How do you properly treat a (linear) mapping in the upper bound of a sum?
The case for $p \in \{0,1\}$ is trivial, so I'm going to assume that $0 < p < 1$. Now, using this (and the immediate fact that $(1-p) < 1$) we can see that regardless of parity, we always have that
$$ c_n \leq 2\sum^{[\frac{n}{2}] +1}_{k=0}(p(1-p))^{k-4} $$
Here I use that in the second sum, $(1-p) < 1$, and that in any case, since $p(1-p) < 1$, $(p(1-p))^j \leq (p(1-p))^k$ if $k \leq j$. Now, since $[\frac{n}{2}] + 1\leq n$,
$$ c_n \leq 2\sum^{n}_{k=0}(p(1-p))^{k-4} = 2(p(1-p))^{-4}\sum^{n}_{k=0}(p(1-p))^{k} $$
and since the latter is a geometric series, it converges, and therefore so does $c_n$. Now, since we have convergence, the limit is the same for any subsequence.
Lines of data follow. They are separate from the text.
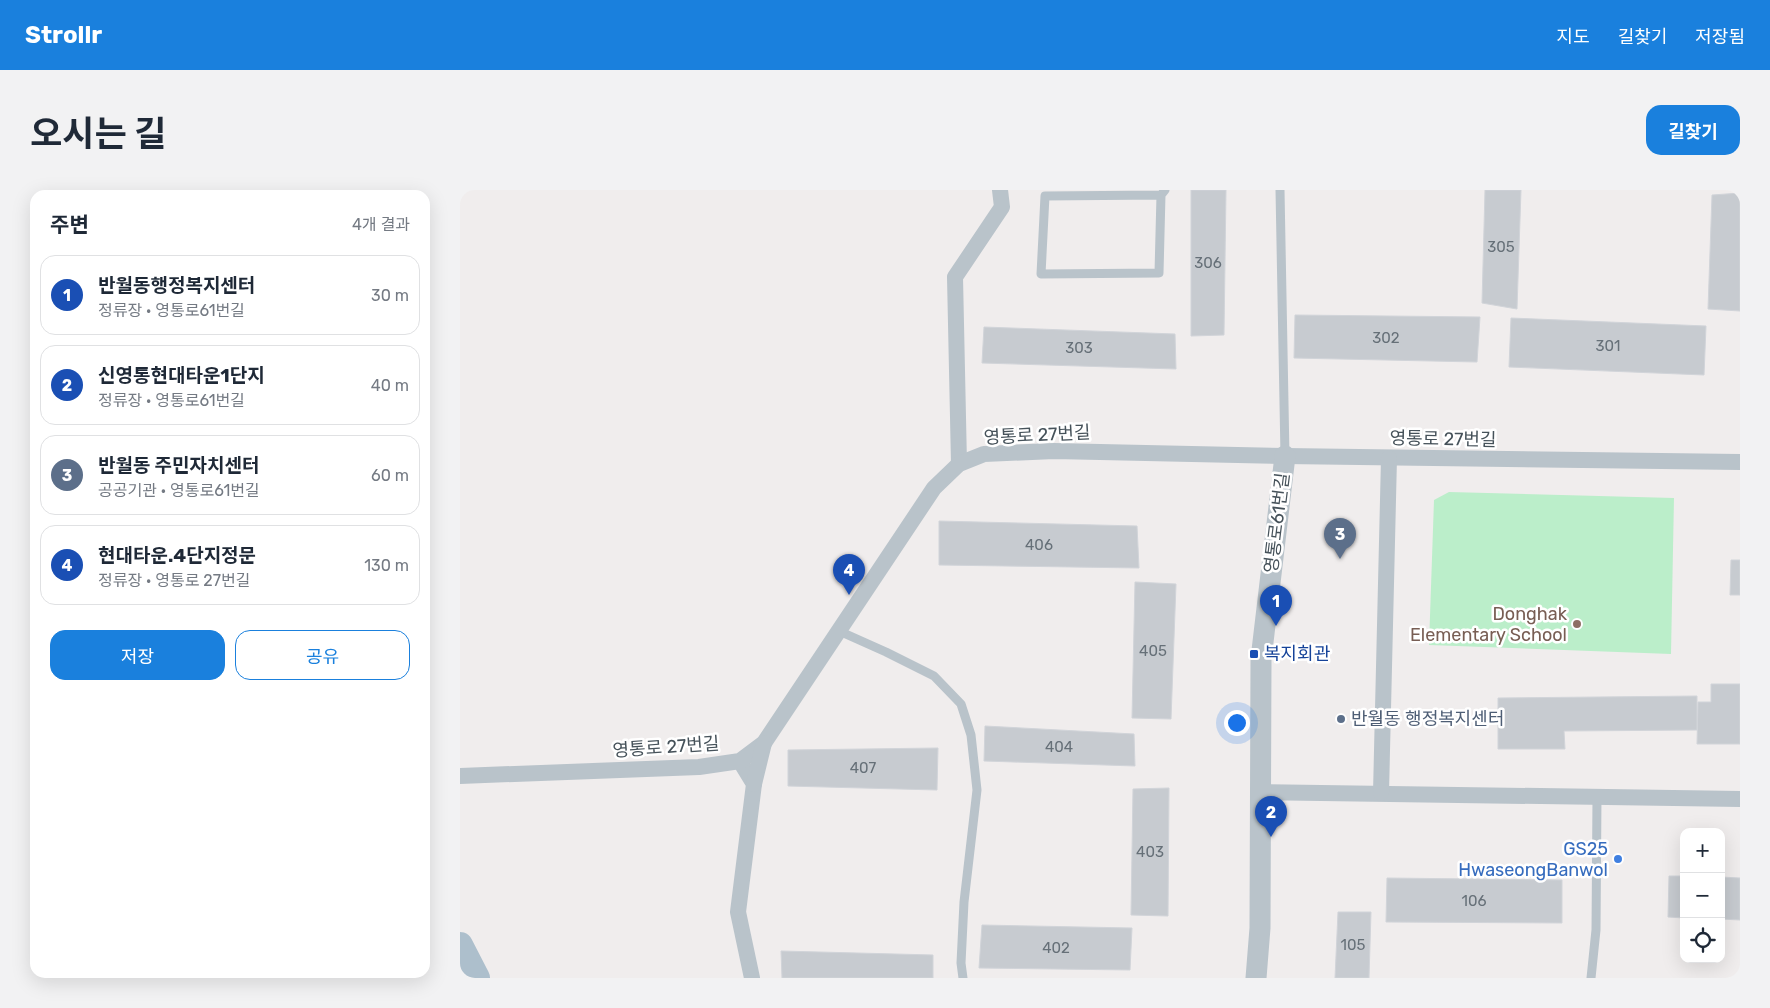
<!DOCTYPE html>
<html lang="ko">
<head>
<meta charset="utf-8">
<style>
  :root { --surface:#fff; --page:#f2f2f3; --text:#1f2937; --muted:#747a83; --line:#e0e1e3; --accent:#1a80dd }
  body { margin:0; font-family:Rubik,"Noto Sans KR",sans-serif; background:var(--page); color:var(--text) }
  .controls { position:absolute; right:15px; bottom:15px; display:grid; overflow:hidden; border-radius:10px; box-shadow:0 5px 20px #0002 }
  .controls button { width:45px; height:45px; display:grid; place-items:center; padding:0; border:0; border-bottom:1px solid var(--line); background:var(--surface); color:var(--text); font:25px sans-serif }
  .you { position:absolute; left:776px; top:532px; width:18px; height:18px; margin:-12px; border:4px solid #fff; border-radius:50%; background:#1a73e8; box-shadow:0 0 0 8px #1a73e833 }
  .badge { display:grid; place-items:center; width:32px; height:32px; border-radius:50%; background:var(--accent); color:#fff; font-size:16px; font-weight:700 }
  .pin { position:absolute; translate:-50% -41px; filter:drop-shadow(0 1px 2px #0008) }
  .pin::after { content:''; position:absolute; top:26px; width:18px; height:15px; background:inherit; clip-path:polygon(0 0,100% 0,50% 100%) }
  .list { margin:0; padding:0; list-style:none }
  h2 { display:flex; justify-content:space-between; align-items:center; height:65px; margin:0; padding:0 20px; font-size:21px }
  h2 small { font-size:16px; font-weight:400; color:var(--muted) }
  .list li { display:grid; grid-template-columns:32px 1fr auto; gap:15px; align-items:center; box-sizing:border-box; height:80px; margin:0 10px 10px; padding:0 10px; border:1px solid var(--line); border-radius:15px }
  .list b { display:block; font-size:19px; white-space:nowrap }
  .list p { margin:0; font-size:16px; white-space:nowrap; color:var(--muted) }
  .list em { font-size:16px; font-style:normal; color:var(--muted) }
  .actions { display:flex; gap:10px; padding:15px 20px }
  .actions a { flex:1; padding:11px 0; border:1px solid var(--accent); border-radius:15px; text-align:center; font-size:18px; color:var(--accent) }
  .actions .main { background:var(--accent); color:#fff }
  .icon { flex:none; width:28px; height:28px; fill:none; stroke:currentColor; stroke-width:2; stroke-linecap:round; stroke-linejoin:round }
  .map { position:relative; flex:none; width:1280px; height:788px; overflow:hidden; border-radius:15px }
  header { display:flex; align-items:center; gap:30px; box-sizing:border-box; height:70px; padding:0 25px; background:var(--accent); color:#fff }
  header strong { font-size:24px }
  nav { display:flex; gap:28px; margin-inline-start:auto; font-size:18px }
  .intro { display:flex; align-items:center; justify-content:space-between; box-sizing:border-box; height:120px; padding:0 30px }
  h1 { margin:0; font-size:35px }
  .button { padding:12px 22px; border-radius:15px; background:var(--accent); color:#fff; font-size:18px; font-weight:700 }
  main { display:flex; gap:30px; padding:0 30px }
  aside { flex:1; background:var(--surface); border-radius:15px; box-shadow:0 5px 20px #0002 }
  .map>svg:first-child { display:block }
  .green { fill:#bbeeca }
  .building { fill:#c7cbd0; stroke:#d1d4d9 }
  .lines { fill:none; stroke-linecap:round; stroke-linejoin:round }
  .service { stroke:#b9c3ca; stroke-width:9 }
  .minor { stroke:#b9c3ca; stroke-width:16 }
  .tertiary { stroke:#b9c3ca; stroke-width:21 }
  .primary { stroke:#adbfcc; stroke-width:26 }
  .education-dot { fill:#8d6e63; stroke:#fff; stroke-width:2 }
  .transit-dot { fill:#1a4fb4; stroke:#fff; stroke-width:2 }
  .service-dot { fill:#5c6f8a; stroke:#fff; stroke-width:2 }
  .shop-dot { fill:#3f7fe0; stroke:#fff; stroke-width:2 }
  .labels { text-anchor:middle; stroke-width:5; stroke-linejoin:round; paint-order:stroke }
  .number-label { font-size:15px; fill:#667078 }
  .street-label { font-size:18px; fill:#46525a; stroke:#fff }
  .education-label { font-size:18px; fill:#785e54; stroke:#fff; text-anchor:end }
  .transit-label { font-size:18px; fill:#164399; stroke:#fff; text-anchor:start }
  .service-label { font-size:18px; fill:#4e5e75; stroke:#fff; text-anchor:start }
  .shop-label { font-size:18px; fill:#366cbe; stroke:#fff; text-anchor:end }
</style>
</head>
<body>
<header>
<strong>Strollr</strong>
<nav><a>지도</a><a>길찾기</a><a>저장됨</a></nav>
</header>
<div class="intro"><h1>오시는 길</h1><a class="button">길찾기</a></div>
<main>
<aside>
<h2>주변<small>4개 결과</small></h2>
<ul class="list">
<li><span class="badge" style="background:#1a4fb4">1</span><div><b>반월동행정복지센터</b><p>정류장 · 영통로61번길</p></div><em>30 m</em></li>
<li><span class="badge" style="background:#1a4fb4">2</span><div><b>신영통현대타운1단지</b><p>정류장 · 영통로61번길</p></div><em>40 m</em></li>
<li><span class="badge" style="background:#5c6f8a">3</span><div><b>반월동 주민자치센터</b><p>공공기관 · 영통로61번길</p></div><em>60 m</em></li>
<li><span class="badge" style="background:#1a4fb4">4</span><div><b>현대타운.4단지정문</b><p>정류장 · 영통로 27번길</p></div><em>130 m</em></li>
</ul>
<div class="actions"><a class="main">저장</a><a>공유</a></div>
</aside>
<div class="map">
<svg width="1280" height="788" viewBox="0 0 1280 788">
  <rect width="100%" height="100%" fill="#f0eded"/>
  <!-- green -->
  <polygon class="green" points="989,302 1214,308 1211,464 969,455 974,310"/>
  <!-- building -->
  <g class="building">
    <polygon points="731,0 766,0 764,145 731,146"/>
    <polygon points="1025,0 1061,0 1057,119 1022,113"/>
    <polygon points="1280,3 1280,121 1248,119 1252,5"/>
    <polygon points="835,125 1020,127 1017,172 834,168"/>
    <polygon points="1051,128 1246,136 1244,185 1049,177"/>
    <polygon points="524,137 715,144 716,179 522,173"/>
    <polygon points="479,331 677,336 679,378 479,375"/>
    <polygon points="1271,370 1280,370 1280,405 1270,405"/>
    <polygon points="675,392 716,394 711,529 672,528"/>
    <polygon points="1251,494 1280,494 1280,554 1237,554 1238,512 1251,512"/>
    <polygon points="1237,506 1237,540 1104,541 1105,559 1038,559 1038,508"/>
    <polygon points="525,536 674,544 675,576 524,571"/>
    <polygon points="478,558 477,600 328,596 328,560"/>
    <polygon points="709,598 708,726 671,725 673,599"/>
    <polygon points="1209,686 1224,686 1224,728 1208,727"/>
    <polygon points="1261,687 1280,688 1280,730 1261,729"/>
    <polygon points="927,688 1102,690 1102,733 926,732"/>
    <polygon points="878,722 911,722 909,788 875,788"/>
    <polygon points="522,735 672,738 670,780 519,778"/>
    <polygon points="321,761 473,765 473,788 322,788"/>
  </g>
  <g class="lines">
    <!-- service -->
    <g class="service">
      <polyline points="820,0 825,266"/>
      <polyline points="701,5 585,6 581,84 699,83 701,5 705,0"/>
      <polyline points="379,441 426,462 474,486 501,514 511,545 517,600 504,712 501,773 503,788"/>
      <polyline points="1131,788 1136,740 1137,607"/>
    </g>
    <!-- minor -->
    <g class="minor">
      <polyline points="499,274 495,87 542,17 540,0"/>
      <polyline points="280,571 294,594 278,722 292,788"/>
      <polyline points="0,586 239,577 280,571 304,553 474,298 499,274 524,264 594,261 825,266 1280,272"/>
      <polyline points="294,594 304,553"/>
      <polyline points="800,602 1280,609"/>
      <polyline points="921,603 929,268"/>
    </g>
    <!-- tertiary -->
    <polyline class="tertiary" points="796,788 800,738 801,469 825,266"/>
    <!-- primary -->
    <polyline class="primary" points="0,755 17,788"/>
  </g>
  <!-- markers -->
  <circle class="education-dot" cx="1117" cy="434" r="5"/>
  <rect class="transit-dot" x="789" y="459" width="10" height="10" rx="2.5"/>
  <circle class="service-dot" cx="881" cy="529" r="5"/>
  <circle class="shop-dot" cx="1158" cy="669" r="5"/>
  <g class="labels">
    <!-- number labels -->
    <g class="number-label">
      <text x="1041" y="62">305</text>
      <text x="748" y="78">306</text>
      <text x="926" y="153">302</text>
      <text x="1148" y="161">301</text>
      <text x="619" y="163">303</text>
      <text x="579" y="360">406</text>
      <text x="693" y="466">405</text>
      <text x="599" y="562">404</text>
      <text x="403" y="583">407</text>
      <text x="690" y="667">403</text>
      <text x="1014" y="716">106</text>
      <text x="893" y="760">105</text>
      <text x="596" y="763">402</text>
    </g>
    <!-- street labels -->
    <g class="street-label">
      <text transform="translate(577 245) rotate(-3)" y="6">영통로 27번길</text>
      <text transform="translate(983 249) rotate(1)" y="6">영통로 27번길</text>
      <text transform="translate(817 333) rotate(-83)" y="6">영통로61번길</text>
      <text transform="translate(206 557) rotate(-4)" y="6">영통로 27번길</text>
    </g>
    <!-- education labels -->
    <g class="education-label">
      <text x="1107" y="430">Donghak<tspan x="1107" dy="21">Elementary School</tspan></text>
    </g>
    <!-- transit labels -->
    <g class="transit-label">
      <text x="804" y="470">복지회관</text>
    </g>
    <!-- service labels -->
    <g class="service-label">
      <text x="891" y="535">반월동 행정복지센터</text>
    </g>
    <!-- shop labels -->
    <g class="shop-label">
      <text x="1148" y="665">GS25<tspan x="1148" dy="21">HwaseongBanwol</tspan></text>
    </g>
  </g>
</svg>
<div class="controls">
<button>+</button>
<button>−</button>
<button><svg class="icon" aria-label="locate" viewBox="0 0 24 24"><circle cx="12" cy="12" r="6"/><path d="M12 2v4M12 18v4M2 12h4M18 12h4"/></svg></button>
</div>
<div class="you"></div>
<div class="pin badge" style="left:816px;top:436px;background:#1a4fb4">1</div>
<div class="pin badge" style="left:811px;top:647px;background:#1a4fb4">2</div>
<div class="pin badge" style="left:880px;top:369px;background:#5c6f8a">3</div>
<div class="pin badge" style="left:389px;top:405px;background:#1a4fb4">4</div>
</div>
</main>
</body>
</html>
In particular, you could take $(c_{2n})_{n \in \mathbb{N}}$ for which you have an explicit expression which is computable since it is a linear combination of geometric series.
Edit: to answer your last question, more generally, suppose that your partial sums $\sum_{i=1}^nc_i$ verify that, for a certain convergent series $\sum_{n}a_n$,
$$ \sum_{i=1}^nc_i \leq \sum_{i = 1}^{M_n}a_i $$
with $M_n \to\infty$, and both are series of positive terms. Then, $\sum_{i=1}^nc_i$ converges. In effect, since $M_n \to \infty$, we can without loss of generality assume the sequence increasing. If not, we can define $\bar{M}_1 = M_1$, $\bar{M}_i > \max\{M_1, ... , M_{i-1}\}$ which we can take precisely because $(M_n)_{n \in \mathbb{N}}$ is not bounded, and the inequality will still hold because adding more terms only makes the sum greater. Now, let
$$ S_n = \sum_{i=1}^nc_i, \ T_n = \sum_{i=1}^na_i $$
be the partial sums of each series. We are interested in concluding that $(S_n)_{n\in\mathbb{N}}$ converges. Since the terms are positive, $S_n$ is increasing and it will suffice to prove boundedness. Since $(M_n)_{n \in \mathbb{N}}$ is increasing, and $T_n$ converges by hypothesis, $T_{M_n}$ is a subsequence and therefore converges (to the same limit). Finally, restating the original inequality, we have $S_n \leq T_{M_n}$ and therefore
$$ \lim_{n \to \infty} S_n \leq \lim_{n \to \infty}T_{M_n} = \lim_{n \to \infty}T_{n} < \infty $$
which concludes the proof.